RECORDS SUPPLIED —
• • • •

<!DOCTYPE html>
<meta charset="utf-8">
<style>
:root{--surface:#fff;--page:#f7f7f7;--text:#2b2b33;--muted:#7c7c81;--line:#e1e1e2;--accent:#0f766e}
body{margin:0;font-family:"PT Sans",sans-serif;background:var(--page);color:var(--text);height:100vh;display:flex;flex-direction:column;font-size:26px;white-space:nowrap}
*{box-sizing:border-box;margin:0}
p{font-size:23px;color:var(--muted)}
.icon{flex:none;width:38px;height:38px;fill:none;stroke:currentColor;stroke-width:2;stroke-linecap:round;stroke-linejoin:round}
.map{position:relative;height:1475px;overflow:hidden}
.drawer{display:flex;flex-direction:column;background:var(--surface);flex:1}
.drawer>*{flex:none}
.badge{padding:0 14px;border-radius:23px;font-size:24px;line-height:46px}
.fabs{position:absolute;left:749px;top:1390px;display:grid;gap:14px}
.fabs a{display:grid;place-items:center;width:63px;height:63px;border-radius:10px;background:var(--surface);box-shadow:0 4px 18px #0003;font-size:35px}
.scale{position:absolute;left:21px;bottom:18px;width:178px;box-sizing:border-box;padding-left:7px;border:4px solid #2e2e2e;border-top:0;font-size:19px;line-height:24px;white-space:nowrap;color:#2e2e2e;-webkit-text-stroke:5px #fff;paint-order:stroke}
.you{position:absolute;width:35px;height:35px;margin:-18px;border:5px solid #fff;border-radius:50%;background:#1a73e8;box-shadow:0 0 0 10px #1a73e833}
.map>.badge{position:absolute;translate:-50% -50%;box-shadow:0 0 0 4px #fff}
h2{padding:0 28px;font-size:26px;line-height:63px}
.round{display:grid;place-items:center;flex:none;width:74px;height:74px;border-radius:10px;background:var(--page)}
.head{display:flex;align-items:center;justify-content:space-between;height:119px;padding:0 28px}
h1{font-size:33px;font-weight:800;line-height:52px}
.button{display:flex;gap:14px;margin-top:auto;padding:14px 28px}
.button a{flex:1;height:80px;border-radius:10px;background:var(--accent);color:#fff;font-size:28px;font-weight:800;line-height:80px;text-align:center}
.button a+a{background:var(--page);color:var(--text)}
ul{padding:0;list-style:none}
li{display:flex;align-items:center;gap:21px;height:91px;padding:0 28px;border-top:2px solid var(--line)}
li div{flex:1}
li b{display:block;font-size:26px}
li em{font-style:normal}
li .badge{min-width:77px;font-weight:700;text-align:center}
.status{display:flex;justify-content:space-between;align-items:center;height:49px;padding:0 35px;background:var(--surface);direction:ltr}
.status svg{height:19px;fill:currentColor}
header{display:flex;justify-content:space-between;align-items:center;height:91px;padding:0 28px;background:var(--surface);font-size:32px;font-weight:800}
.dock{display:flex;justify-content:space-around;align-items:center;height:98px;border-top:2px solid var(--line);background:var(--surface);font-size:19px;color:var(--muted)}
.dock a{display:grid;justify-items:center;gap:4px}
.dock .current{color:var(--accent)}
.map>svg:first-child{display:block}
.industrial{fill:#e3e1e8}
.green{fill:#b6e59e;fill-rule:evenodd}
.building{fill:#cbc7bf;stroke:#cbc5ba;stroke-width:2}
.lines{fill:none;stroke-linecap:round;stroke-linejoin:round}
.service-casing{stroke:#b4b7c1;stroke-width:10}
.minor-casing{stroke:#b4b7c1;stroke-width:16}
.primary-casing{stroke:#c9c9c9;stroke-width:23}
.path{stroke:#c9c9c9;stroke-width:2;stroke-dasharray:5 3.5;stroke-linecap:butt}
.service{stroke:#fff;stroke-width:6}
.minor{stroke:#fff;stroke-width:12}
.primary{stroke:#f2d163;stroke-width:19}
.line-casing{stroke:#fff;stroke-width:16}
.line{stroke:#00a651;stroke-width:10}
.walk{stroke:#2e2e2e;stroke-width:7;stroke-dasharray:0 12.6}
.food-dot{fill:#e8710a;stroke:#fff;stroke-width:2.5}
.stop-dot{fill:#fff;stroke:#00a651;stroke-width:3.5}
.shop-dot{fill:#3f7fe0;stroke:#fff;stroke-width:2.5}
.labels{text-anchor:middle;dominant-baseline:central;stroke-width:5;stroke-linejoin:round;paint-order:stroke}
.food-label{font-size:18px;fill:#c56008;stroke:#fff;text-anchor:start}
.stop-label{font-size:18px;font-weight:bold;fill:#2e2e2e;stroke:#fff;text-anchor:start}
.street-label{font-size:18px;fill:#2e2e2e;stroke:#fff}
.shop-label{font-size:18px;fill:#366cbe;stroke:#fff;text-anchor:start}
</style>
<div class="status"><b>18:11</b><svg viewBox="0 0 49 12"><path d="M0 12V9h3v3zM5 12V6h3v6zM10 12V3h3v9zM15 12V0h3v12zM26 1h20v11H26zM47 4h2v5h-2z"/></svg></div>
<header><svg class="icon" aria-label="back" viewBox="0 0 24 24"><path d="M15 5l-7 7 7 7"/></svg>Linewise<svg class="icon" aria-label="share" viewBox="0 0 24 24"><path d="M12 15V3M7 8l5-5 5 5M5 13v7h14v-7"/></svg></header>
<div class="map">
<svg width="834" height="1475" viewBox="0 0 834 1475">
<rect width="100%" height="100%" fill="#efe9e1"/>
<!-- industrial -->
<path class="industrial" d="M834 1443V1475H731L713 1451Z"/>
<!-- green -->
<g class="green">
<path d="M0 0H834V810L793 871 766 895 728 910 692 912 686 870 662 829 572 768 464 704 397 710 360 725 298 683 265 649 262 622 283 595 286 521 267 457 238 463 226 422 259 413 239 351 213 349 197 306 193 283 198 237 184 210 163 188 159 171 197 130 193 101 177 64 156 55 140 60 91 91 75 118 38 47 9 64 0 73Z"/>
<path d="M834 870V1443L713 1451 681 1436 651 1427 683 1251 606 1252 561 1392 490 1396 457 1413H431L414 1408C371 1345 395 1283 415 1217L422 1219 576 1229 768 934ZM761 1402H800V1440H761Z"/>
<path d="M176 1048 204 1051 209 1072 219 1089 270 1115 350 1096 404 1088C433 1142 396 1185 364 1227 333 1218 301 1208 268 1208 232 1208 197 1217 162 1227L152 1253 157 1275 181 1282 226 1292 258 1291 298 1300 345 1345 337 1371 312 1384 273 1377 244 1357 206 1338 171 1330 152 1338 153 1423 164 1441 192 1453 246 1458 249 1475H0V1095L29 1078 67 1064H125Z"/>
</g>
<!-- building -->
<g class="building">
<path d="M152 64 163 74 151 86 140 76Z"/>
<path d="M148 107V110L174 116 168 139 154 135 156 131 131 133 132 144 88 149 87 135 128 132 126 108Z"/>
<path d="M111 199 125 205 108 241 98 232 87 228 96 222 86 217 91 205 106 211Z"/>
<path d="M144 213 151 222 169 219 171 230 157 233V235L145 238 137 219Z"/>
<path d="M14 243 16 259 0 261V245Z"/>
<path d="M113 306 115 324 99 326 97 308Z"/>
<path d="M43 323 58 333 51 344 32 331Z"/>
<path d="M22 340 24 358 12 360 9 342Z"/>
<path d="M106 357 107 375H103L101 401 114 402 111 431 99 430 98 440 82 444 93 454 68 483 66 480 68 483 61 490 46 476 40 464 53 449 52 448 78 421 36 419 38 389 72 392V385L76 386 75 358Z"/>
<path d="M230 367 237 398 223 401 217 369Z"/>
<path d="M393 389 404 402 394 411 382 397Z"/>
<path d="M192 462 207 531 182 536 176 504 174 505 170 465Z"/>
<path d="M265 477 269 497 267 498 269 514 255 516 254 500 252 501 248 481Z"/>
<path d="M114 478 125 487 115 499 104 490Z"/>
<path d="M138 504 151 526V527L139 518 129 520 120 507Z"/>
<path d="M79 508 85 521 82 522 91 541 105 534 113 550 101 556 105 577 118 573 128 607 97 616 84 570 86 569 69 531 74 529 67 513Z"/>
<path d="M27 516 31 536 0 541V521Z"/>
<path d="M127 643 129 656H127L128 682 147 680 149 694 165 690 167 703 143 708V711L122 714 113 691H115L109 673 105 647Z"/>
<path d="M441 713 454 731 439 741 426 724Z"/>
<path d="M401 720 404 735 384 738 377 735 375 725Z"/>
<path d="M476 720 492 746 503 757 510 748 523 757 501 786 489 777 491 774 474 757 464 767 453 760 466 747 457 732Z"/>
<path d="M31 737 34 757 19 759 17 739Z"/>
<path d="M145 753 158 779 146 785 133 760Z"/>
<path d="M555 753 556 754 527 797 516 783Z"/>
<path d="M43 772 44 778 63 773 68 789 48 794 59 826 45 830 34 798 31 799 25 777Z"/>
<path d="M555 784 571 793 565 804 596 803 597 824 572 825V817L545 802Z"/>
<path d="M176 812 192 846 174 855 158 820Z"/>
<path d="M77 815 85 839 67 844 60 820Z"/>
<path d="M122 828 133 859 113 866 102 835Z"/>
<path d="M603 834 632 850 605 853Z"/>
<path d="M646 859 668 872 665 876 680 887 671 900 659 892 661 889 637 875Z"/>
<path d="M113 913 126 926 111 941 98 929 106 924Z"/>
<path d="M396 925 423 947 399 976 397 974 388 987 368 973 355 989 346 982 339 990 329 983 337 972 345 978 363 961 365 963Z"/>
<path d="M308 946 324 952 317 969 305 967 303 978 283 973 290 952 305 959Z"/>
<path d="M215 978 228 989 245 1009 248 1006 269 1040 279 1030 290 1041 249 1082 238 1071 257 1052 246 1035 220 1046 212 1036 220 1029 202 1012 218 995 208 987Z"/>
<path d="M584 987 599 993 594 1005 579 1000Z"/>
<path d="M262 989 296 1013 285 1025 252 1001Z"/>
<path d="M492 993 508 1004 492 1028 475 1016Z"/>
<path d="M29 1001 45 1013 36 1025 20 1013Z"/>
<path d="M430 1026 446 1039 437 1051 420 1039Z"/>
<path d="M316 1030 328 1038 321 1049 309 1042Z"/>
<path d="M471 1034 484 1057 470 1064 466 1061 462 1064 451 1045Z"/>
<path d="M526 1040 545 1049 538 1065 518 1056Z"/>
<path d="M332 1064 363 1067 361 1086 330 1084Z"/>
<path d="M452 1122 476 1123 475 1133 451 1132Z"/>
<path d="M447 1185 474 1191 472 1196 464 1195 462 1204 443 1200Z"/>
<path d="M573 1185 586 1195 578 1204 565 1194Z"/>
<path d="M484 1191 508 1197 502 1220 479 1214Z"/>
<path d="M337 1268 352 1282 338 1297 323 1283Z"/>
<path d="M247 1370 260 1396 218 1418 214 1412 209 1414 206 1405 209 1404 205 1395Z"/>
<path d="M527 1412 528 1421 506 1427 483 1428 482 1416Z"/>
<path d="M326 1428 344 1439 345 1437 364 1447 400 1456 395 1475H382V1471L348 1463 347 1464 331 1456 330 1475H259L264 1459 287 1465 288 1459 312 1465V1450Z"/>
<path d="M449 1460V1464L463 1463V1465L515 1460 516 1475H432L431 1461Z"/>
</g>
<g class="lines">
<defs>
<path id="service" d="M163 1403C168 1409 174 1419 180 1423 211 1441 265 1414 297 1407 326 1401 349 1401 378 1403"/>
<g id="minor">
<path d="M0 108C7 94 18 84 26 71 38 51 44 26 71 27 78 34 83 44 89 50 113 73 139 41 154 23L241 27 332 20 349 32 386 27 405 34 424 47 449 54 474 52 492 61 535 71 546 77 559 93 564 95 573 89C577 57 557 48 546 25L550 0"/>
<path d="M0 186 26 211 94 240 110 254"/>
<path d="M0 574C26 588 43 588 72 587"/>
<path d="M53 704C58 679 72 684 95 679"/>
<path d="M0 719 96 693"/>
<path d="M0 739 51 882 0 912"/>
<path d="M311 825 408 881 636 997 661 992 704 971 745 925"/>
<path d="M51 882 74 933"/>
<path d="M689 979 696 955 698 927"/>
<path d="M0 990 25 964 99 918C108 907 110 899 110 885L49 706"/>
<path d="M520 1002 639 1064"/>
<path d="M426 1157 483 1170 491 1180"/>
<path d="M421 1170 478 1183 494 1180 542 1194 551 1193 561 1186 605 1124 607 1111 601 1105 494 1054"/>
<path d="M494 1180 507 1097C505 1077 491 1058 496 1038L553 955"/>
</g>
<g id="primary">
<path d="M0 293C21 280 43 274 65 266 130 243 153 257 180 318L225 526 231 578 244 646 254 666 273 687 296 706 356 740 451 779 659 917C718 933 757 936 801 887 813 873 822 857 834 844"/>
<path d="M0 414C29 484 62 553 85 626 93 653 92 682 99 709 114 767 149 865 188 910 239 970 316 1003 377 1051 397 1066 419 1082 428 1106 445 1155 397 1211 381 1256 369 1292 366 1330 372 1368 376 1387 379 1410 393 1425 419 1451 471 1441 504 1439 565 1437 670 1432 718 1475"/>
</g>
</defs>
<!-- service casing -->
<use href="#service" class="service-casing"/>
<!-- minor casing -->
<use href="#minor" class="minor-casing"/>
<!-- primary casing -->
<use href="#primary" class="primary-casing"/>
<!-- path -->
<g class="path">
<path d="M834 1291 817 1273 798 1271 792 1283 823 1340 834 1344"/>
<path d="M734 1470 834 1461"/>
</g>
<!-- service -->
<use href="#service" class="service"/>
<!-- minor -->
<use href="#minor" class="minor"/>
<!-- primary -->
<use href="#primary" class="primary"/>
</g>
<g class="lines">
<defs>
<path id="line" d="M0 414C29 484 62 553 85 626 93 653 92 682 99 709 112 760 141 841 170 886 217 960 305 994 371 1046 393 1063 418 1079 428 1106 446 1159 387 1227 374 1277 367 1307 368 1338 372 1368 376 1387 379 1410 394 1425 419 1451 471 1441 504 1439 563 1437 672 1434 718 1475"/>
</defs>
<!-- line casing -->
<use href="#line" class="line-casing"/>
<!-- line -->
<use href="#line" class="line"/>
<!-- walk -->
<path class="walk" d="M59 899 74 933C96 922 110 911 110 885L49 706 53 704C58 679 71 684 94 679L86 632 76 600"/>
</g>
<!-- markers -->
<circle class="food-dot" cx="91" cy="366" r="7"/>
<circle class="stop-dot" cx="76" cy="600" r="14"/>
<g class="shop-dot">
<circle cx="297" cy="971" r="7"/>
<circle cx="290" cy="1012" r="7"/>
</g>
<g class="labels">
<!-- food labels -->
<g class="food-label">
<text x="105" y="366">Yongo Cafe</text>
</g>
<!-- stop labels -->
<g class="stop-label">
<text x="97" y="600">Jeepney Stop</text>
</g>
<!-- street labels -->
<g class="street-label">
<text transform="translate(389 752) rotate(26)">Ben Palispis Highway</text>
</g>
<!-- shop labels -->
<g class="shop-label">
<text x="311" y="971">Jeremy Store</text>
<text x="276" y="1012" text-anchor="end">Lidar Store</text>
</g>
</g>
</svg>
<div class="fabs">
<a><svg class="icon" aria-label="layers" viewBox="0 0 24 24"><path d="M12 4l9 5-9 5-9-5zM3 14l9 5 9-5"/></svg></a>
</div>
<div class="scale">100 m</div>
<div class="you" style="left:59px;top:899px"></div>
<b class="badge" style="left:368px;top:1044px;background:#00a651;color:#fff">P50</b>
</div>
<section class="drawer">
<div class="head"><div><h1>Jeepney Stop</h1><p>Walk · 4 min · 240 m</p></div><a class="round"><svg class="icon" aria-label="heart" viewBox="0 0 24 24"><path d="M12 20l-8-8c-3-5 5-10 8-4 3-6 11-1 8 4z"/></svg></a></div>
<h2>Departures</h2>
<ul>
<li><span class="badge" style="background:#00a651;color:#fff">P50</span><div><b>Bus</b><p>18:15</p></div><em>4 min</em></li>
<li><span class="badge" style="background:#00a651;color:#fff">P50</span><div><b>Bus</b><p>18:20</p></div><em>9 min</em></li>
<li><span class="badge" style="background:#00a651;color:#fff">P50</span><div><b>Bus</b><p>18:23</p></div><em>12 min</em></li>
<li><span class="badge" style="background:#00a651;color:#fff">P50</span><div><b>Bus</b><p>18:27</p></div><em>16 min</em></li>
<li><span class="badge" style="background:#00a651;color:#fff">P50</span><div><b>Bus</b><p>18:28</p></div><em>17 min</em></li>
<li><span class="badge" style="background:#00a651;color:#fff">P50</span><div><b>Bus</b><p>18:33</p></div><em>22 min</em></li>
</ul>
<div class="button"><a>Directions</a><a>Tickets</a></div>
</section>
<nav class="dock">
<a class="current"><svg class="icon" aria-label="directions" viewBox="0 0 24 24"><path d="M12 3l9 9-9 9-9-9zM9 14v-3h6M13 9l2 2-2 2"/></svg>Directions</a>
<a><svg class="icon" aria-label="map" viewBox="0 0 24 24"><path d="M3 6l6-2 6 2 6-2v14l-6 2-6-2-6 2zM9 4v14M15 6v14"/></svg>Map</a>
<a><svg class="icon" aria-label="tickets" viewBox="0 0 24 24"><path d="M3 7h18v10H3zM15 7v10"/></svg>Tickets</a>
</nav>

• • • •

TASK DIRECTIONS — Reproduce every line of the records containing the string "white".

RESPONSE TO THIS EXERCISE —
body{margin:0;font-family:"PT Sans",sans-serif;background:var(--page);color:var(--text);height:100vh;display:flex;flex-direction:column;font-size:26px;white-space:nowrap}
.scale{position:absolute;left:21px;bottom:18px;width:178px;box-sizing:border-box;padding-left:7px;border:4px solid #2e2e2e;border-top:0;font-size:19px;line-height:24px;white-space:nowrap;color:#2e2e2e;-webkit-text-stroke:5px #fff;paint-order:stroke}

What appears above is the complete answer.